Required work → Where in the records does the word "minor" occur? Copy each line in which it does.

Material for this exercise →
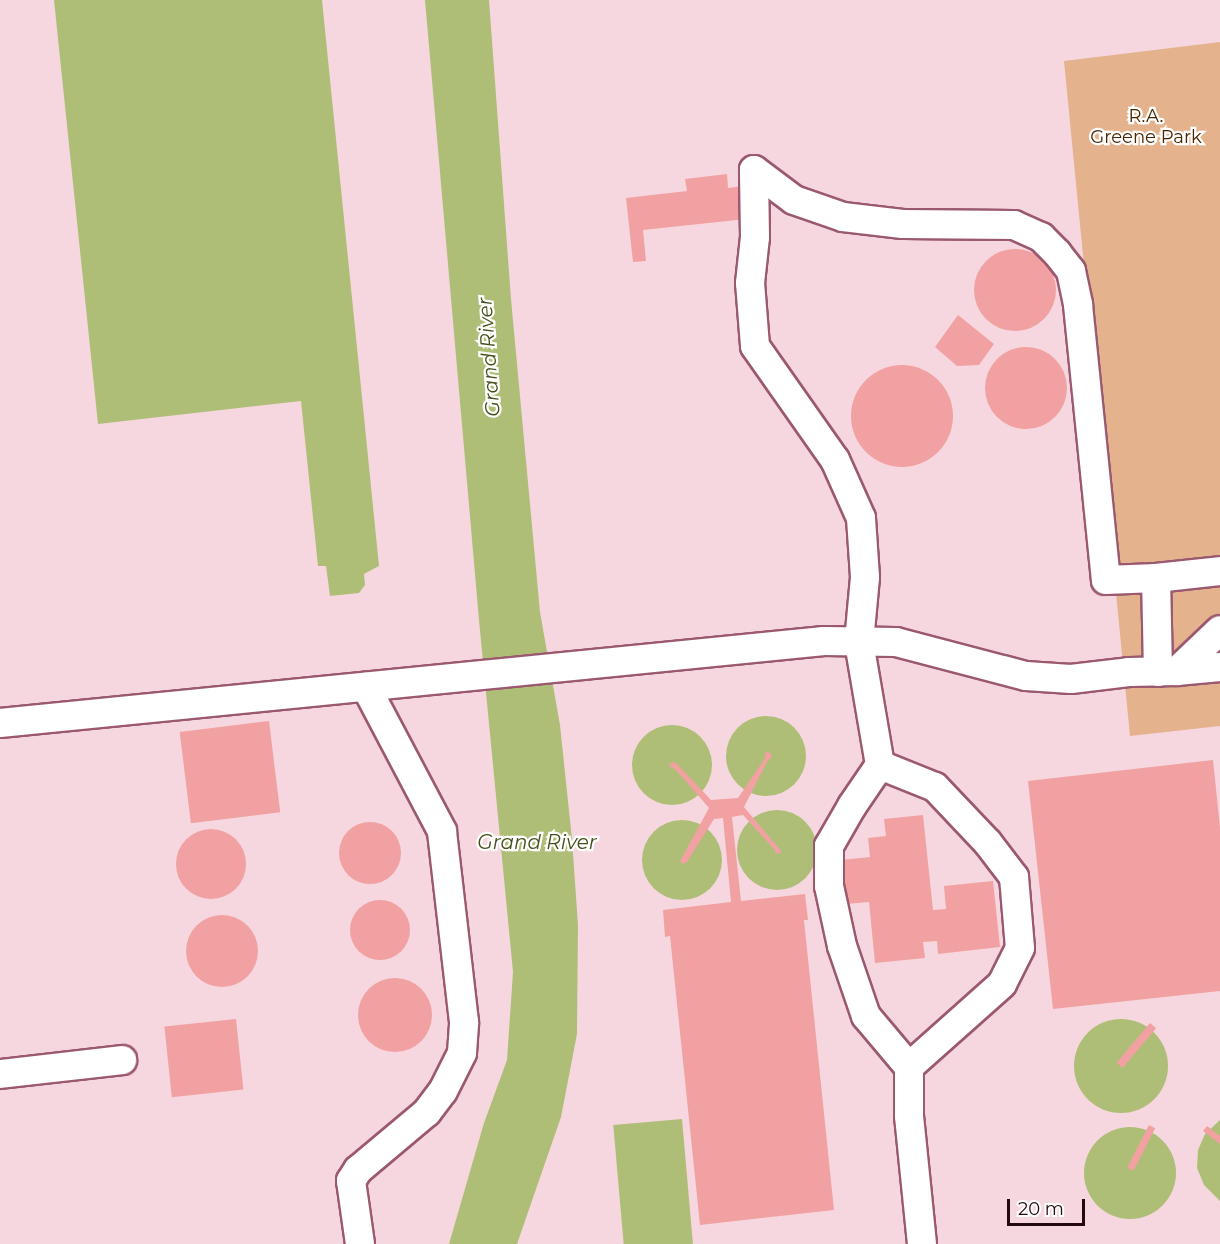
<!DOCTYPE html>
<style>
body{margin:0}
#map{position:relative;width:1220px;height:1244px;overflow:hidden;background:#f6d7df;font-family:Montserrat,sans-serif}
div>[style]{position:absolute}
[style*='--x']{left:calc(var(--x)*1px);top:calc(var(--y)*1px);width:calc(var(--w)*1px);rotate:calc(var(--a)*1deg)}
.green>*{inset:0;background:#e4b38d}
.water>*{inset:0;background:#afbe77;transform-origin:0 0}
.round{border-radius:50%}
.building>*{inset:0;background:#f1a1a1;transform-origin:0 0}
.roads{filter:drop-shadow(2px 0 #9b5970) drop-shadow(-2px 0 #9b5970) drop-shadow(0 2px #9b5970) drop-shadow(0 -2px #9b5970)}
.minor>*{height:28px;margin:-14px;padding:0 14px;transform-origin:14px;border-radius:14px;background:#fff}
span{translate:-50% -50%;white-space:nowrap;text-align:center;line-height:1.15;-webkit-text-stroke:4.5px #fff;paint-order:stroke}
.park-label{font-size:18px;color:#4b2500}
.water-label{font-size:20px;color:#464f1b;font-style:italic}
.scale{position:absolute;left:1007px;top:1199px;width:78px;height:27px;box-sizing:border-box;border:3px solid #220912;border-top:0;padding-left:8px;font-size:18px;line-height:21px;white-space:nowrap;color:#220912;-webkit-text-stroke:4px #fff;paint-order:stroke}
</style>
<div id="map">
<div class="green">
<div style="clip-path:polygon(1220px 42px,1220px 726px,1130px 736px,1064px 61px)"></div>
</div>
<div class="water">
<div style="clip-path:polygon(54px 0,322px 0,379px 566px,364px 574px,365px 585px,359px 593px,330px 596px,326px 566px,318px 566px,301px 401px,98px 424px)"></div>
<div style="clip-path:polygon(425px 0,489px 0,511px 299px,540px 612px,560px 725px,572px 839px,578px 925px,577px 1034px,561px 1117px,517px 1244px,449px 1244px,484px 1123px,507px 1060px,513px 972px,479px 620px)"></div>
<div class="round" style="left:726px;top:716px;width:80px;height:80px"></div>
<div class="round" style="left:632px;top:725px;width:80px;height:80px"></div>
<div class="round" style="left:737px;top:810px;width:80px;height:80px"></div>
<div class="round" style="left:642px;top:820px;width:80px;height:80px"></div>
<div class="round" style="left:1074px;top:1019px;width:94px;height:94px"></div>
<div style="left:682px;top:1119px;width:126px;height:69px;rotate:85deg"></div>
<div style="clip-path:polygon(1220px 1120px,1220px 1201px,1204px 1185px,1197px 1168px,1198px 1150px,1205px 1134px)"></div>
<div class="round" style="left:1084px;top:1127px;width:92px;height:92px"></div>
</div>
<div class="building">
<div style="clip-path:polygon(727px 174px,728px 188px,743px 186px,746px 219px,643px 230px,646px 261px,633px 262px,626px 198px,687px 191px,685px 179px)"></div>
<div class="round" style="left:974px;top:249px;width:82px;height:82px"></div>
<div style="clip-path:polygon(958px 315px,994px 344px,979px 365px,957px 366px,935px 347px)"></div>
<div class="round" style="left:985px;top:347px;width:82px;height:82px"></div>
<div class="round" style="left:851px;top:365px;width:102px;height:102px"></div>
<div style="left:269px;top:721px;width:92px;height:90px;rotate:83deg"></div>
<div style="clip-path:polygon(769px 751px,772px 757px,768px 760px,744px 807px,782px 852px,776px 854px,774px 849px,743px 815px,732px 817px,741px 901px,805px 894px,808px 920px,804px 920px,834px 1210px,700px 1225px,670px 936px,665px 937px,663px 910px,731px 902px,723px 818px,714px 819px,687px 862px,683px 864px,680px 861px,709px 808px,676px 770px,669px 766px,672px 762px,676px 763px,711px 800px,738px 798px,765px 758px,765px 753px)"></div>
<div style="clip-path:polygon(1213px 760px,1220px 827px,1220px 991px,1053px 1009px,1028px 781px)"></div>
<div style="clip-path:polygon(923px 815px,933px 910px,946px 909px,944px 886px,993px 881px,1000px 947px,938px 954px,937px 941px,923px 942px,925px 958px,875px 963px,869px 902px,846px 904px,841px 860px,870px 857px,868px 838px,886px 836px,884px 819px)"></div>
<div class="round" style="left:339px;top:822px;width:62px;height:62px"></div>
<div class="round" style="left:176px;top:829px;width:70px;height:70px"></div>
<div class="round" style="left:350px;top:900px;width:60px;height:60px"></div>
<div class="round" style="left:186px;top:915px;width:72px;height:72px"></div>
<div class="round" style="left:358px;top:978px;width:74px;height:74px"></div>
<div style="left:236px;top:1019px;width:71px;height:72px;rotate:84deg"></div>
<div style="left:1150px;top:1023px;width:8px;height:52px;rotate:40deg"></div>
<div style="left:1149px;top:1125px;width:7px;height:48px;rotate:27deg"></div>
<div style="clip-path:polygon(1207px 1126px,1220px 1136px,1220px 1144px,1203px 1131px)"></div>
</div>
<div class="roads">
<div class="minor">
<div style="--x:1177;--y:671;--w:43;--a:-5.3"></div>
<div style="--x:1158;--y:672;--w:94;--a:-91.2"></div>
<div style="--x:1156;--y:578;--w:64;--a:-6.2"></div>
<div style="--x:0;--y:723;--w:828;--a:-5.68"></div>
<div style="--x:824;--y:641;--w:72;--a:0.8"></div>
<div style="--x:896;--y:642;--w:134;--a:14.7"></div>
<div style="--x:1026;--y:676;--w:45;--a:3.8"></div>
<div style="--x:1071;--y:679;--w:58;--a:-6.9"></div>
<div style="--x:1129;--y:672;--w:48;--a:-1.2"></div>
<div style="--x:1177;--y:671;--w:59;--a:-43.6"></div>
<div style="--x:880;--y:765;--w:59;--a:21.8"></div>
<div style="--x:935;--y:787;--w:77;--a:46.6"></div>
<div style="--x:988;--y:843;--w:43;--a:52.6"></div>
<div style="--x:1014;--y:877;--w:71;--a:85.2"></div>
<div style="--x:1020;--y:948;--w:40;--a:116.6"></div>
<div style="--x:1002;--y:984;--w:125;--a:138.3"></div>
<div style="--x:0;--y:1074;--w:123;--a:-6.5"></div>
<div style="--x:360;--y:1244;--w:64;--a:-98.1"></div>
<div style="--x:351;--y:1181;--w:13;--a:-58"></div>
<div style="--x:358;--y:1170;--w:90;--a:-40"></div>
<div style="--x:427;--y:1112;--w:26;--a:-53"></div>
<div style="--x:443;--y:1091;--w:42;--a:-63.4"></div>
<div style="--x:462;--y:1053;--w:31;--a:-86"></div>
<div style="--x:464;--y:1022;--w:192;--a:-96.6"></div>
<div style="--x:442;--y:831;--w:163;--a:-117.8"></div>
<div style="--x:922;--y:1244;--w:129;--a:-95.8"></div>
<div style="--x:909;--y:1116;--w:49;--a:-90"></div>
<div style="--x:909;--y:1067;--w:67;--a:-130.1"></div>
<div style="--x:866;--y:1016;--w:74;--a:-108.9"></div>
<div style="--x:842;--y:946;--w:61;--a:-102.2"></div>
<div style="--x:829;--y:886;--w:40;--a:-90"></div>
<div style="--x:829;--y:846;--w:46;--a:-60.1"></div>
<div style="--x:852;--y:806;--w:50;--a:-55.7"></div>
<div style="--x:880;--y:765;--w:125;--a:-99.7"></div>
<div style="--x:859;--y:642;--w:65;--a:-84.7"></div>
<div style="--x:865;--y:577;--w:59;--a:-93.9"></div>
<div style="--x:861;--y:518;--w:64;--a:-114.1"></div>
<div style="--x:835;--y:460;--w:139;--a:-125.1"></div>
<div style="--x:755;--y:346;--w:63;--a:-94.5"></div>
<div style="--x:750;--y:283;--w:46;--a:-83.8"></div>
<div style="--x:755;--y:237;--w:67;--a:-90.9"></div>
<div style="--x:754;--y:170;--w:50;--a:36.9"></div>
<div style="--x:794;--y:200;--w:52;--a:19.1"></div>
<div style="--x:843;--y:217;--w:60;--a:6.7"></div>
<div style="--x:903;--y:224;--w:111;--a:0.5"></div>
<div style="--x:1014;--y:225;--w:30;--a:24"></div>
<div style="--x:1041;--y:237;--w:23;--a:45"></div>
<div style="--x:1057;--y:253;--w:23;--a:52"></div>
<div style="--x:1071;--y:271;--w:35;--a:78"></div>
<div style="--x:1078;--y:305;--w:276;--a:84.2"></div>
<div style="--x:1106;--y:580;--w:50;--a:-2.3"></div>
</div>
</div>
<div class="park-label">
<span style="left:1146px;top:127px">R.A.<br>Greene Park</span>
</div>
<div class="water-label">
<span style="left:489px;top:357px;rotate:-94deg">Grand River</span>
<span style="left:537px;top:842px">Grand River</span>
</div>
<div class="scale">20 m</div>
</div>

Result for this exercise →
.minor>*{height:28px;margin:-14px;padding:0 14px;transform-origin:14px;border-radius:14px;background:#fff}
<div class="minor">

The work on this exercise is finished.